## SUPPLIED MATERIAL

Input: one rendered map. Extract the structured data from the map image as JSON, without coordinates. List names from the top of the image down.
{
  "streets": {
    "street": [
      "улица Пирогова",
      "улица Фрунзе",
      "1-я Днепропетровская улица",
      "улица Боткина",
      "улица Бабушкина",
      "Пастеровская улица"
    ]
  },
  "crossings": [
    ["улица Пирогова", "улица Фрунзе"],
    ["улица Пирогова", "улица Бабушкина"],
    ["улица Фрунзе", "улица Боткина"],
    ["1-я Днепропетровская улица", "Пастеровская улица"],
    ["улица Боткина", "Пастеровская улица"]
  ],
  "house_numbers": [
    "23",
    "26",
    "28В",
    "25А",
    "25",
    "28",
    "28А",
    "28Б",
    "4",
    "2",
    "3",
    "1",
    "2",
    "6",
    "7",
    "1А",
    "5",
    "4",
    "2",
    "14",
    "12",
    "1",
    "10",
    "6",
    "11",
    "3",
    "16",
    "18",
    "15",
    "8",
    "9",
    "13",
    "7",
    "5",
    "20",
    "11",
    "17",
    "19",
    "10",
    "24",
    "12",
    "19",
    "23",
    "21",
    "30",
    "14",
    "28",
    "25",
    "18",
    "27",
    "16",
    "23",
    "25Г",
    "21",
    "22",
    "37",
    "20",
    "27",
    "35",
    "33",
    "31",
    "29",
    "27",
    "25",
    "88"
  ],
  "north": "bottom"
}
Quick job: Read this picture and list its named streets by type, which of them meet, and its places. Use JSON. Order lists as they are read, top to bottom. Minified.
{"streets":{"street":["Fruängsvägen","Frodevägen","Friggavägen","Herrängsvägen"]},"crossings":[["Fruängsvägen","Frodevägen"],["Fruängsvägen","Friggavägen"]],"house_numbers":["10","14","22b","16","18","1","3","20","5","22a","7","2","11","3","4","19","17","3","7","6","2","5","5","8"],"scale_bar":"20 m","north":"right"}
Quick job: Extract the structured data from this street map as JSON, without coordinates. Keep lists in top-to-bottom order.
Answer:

## PROBLEM DETAILS
Your task is to print all of the records exactly.

## ANSWER BOX
Input: one rendered map. Extract the structured data from the map image as JSON, without coordinates. List names from the top of the image down.
{
  "streets": {
    "street": [
      "улица Пирогова",
      "улица Фрунзе",
      "1-я Днепропетровская улица",
      "улица Боткина",
      "улица Бабушкина",
      "Пастеровская улица"
    ]
  },
  "crossings": [
    ["улица Пирогова", "улица Фрунзе"],
    ["улица Пирогова", "улица Бабушкина"],
    ["улица Фрунзе", "улица Боткина"],
    ["1-я Днепропетровская улица", "Пастеровская улица"],
    ["улица Боткина", "Пастеровская улица"]
  ],
  "house_numbers": [
    "23",
    "26",
    "28В",
    "25А",
    "25",
    "28",
    "28А",
    "28Б",
    "4",
    "2",
    "3",
    "1",
    "2",
    "6",
    "7",
    "1А",
    "5",
    "4",
    "2",
    "14",
    "12",
    "1",
    "10",
    "6",
    "11",
    "3",
    "16",
    "18",
    "15",
    "8",
    "9",
    "13",
    "7",
    "5",
    "20",
    "11",
    "17",
    "19",
    "10",
    "24",
    "12",
    "19",
    "23",
    "21",
    "30",
    "14",
    "28",
    "25",
    "18",
    "27",
    "16",
    "23",
    "25Г",
    "21",
    "22",
    "37",
    "20",
    "27",
    "35",
    "33",
    "31",
    "29",
    "27",
    "25",
    "88"
  ],
  "north": "bottom"
}
Quick job: Read this picture and list its named streets by type, which of them meet, and its places. Use JSON. Order lists as they are read, top to bottom. Minified.
{"streets":{"street":["Fruängsvägen","Frodevägen","Friggavägen","Herrängsvägen"]},"crossings":[["Fruängsvägen","Frodevägen"],["Fruängsvägen","Friggavägen"]],"house_numbers":["10","14","22b","16","18","1","3","20","5","22a","7","2","11","3","4","19","17","3","7","6","2","5","5","8"],"scale_bar":"20 m","north":"right"}
Quick job: Extract the structured data from this street map as JSON, without coordinates. Keep lists in top-to-bottom order.
Answer:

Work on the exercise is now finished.